(Records excerpted from a collection)

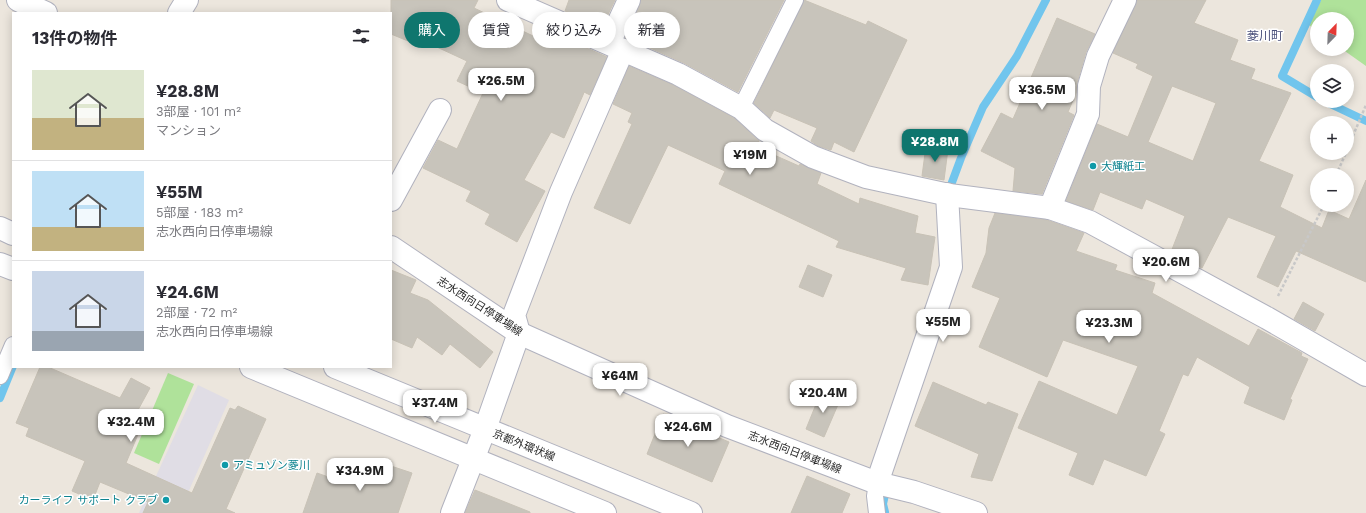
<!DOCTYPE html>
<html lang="ja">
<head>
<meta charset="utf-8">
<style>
  :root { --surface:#fff; --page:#f7f7f7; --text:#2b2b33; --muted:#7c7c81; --line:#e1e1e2; --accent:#0f766e }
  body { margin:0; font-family:"Work Sans","Noto Sans JP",sans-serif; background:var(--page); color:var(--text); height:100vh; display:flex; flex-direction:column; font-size:15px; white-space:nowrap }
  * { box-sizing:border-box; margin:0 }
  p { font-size:13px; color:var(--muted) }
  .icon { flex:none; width:22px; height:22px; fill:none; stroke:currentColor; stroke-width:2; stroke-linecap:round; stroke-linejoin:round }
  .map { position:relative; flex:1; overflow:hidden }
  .panel { position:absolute; left:12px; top:12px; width:380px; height:356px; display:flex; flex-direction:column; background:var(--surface); border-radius:0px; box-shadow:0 2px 10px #0003 }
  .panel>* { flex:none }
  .hud { position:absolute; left:404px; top:12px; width:380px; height:36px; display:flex; gap:8px }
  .needle { width:26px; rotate:23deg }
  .tools { position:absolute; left:1310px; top:12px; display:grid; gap:8px }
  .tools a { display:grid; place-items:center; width:44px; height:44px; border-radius:50%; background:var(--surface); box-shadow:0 2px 10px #0003; font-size:20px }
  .price { position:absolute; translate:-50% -34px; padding:0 9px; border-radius:8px; background:#fff; color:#222; font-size:13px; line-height:26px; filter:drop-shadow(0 1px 2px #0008) }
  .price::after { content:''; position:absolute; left:50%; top:24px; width:12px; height:9px; margin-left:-6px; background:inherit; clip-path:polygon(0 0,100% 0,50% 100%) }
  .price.on { background:var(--accent); color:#fff }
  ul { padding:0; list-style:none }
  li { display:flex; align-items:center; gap:12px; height:100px; padding:0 20px }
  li+li { border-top:1px solid var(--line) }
  li span { display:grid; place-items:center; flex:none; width:112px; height:80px; border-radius:0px; color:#555 }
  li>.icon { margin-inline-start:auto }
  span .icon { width:48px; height:48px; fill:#fffc; stroke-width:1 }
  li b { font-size:17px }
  h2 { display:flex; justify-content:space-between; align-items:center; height:48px; padding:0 20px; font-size:17px }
  .chip { padding:0 14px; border-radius:18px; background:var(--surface); box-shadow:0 2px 10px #0003; font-size:14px; line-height:36px }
  .chip.on { background:var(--accent); color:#fff }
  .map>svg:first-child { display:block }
  .industrial { fill:#e0dde5 }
  .green { fill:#afe29a }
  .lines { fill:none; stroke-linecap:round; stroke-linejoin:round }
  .stream { stroke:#71c5ed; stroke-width:8 }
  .building { fill:#c8c4bb; stroke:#c8c2b6; fill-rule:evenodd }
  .service-casing { stroke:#b1b2be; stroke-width:18 }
  .minor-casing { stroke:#b1b2be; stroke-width:24 }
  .tertiary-casing { stroke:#b1b2be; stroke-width:24 }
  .secondary-casing { stroke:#b1b2be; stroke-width:24 }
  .path { stroke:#c8c8c8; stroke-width:2.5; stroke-dasharray:3 2; stroke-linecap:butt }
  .service { stroke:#fff; stroke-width:16 }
  .minor { stroke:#fff; stroke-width:22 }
  .tertiary { stroke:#fff; stroke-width:22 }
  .secondary { stroke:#fff; stroke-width:22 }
  .culture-dot { fill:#0f9aa8; stroke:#fff; stroke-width:1.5 }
  .labels { text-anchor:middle; stroke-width:3; stroke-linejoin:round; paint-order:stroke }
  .culture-label { font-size:11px; fill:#0d838f; stroke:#fff; text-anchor:start }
  .street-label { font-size:11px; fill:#2b2b2b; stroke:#fff }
  .neighbourhood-label { font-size:12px; fill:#4b517b; stroke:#fff }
</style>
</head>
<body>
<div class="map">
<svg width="1366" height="513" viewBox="0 0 1366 513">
  <rect width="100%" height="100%" fill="#ece6dd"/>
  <polygon class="industrial" points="198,385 229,400 179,513 139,513"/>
  <g class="green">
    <polygon points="1321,0 1366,0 1366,66 1342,49 1347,49 1347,19 1317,19 1317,31 1309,25"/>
    <polygon points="168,373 194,384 159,464 134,453"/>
  </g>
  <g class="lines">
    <g class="stream">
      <polyline points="1317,97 1282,76 1317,0"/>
      <polyline points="1324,101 1366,121"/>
      <polyline points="952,195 951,185 961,158 983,107 1017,56 1046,0"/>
      <polyline points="0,398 13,366"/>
      <polyline points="885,512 883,504 887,486"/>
    </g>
  </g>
  <g class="building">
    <polygon points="391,0 478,0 474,8 550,44 555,34 607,57 590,95 584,92 583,95 564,138 551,132 524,180 545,191 517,242 485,224 490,214 466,201 471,191 423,168 438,140 457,149 483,93 457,81 467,61 411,35 408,41 391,34"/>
    <polygon points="569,0 615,0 602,27 565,11"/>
    <polygon points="641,0 784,0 738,92 684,63 625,37"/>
    <polygon points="804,0 866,25 868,21 907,40 854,152 834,142 831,150 818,146 811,141 817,128 774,110 770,118 754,103"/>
    <path d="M1137,0H1206L1194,23L1238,40L1230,60L1255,69L1251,79L1291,93L1259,161L1293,175L1280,207L1322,228L1329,210L1349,219L1366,180V282L1296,251L1278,287L1257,277L1276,236L1228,217L1202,268L1171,252L1185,216L1146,199L1142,209L1100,192L1093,210L1066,201L1097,124L1128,137L1153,76L1136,68L1138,64L1113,53ZM1172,86L1216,103L1193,161L1148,142Z"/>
    <polygon points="1057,18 1095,34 1086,52 1077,83 1076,93 1068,112 1074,115 1042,194 1013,191 1015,168 981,151 1001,113 1013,119"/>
    <polygon points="629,66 673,85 734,118 759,141 756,147 799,166 800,164 821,173 817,184 859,204 860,198 918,216 915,233 935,237 928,285 901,280 906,268 836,247 839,241 719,184 725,171 668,145 630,224 594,208 632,124 628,122 632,113 613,104"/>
    <polygon points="926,146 948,149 944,180 922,176"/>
    <polygon points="995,213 1047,220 1084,233 1076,251 1117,265 1115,270 1155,283 1152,293 1249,346 1258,329 1302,353 1301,356 1308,359 1290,399 1292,400 1284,420 1244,403 1250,387 1197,357 1188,376 1183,374 1159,431 1165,434 1146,476 1104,459 1093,485 1069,475 1078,453 1018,428 1039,381 1117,415 1138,366 1063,340 1047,377 979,347 1000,298 972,287 986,253 989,228"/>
    <polygon points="808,265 832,275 823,297 799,287"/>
    <polygon points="391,270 416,280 410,293 428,300 493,352 480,368 450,344 442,355 417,337 412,348 391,339"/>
    <polygon points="1303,302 1324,314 1315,331 1294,319"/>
    <polygon points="40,367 48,367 120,398 131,378 150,388 138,410 147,413 126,463 192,493 230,408 235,410 238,406 266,419 226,509 235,513 143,513 148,502 100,482 93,500 72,491 85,461 26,436 29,428 16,423"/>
    <polygon points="933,382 986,405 988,402 1018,414 992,481 971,477 979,454 915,426"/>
    <polygon points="821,392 840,400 824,437 806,429"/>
    <polygon points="663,414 729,442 712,482 647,454"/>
    <polygon points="373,460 412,473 398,513 303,513 317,473 348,484 355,467 369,473"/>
    <polygon points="807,476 850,494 842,513 791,513"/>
    <polygon points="475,490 530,512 530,513 465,513"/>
  </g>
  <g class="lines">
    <defs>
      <g id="service">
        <polyline points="741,108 795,0"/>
        <polyline points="0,376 13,345"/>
        <polyline points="877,483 875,496 877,513"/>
      </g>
      <g id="minor">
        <polyline points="508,0 678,74 741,108 765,130 813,157 866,177 949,195 1050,208 1090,222 1267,318 1366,375"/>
        <polyline points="179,13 187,0"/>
        <polyline points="609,43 629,0"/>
        <polyline points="391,200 440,110"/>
        <polyline points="1050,208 1088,114 1089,86 1098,56 1125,0"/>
        <polyline points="877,483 951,267 947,194"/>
        <polyline points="452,513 485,429 519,333 514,315 561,192 623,50"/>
      </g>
      <g id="tertiary">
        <polyline points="0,228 13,234"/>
        <polyline points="0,264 13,269"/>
        <polyline points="251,367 605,513"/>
        <polyline points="335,367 691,513"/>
      </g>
      <g id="secondary">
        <polyline points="18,0 46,13"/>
        <polyline points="391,247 519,333 727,426 877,483 914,492 976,513"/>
      </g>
    </defs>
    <use href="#service" class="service-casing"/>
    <use href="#minor" class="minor-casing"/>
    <use href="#tertiary" class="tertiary-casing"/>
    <use href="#secondary" class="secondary-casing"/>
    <g class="path">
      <polyline points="1347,150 1366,105"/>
      <polyline points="1336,175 1346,153"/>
      <polyline points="1278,296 1324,205"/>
    </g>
    <use href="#service" class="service"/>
    <use href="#minor" class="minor"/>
    <use href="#tertiary" class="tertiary"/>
    <use href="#secondary" class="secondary"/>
  </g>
  <g class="culture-dot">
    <circle cx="1093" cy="166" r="4"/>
    <circle cx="225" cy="465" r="4"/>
    <circle cx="166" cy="500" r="4"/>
  </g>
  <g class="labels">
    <g class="culture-label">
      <text x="1101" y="170">大輝紙工</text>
      <text x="233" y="469">アミュゾン菱川</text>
      <text x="158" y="504" text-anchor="end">カーライフ サポート クラブ</text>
    </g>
    <g class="street-label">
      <text transform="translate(480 306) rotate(33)" y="4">志水西向日停車場線</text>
      <text transform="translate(524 445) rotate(22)" y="4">京都外環状線</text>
      <text transform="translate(795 452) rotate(21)" y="4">志水西向日停車場線</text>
    </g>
    <g class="neighbourhood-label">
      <text x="1265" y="40">菱川町</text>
    </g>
  </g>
</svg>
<div class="tools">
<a><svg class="needle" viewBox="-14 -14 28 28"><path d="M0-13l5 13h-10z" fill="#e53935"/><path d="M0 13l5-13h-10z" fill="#7c7c81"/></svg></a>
<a><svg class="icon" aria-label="layers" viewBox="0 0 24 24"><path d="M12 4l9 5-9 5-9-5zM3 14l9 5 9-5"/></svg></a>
<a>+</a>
<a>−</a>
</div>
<b class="price" style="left:501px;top:102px">¥26.5M</b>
<b class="price" style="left:1042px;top:111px">¥36.5M</b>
<b class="price on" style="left:935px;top:163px">¥28.8M</b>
<b class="price" style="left:750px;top:176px">¥19M</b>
<b class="price" style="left:1166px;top:283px">¥20.6M</b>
<b class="price" style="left:943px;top:343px">¥55M</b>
<b class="price" style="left:1109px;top:344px">¥23.3M</b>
<b class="price" style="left:620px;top:397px">¥64M</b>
<b class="price" style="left:823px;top:414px">¥20.4M</b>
<b class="price" style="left:435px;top:424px">¥37.4M</b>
<b class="price" style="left:131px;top:443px">¥32.4M</b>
<b class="price" style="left:688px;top:448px">¥24.6M</b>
<b class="price" style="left:360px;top:492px">¥34.9M</b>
<div class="hud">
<a class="chip on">購入</a>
<a class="chip">賃貸</a>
<a class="chip">絞り込み</a>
<a class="chip">新着</a>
</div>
<section class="panel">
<h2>13件の物件<svg class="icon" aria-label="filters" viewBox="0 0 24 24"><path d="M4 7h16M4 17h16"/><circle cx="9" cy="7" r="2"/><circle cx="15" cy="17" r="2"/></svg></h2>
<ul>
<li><span style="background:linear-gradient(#dfe7d0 60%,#c2b280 0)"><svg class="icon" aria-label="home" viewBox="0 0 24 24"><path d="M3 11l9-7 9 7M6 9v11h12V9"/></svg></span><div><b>¥28.8M</b><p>3部屋 · 101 m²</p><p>マンション</p></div></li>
<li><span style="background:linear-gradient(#bfe0f5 70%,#c2b280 0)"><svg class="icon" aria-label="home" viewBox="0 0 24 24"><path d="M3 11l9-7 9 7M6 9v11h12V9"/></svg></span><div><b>¥55M</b><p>5部屋 · 183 m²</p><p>志水西向日停車場線</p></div></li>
<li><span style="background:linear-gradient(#c9d6e8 75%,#9aa5b1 0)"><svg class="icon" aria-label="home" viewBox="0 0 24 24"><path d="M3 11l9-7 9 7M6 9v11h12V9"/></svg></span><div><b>¥24.6M</b><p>2部屋 · 72 m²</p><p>志水西向日停車場線</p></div></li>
</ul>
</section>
</div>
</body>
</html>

* _Exercise_
Copy every line in the data above that has the string "linecap" in it.

* _Exercise output_
  .icon { flex:none; width:22px; height:22px; fill:none; stroke:currentColor; stroke-width:2; stroke-linecap:round; stroke-linejoin:round }
  .lines { fill:none; stroke-linecap:round; stroke-linejoin:round }
  .path { stroke:#c8c8c8; stroke-width:2.5; stroke-dasharray:3 2; stroke-linecap:butt }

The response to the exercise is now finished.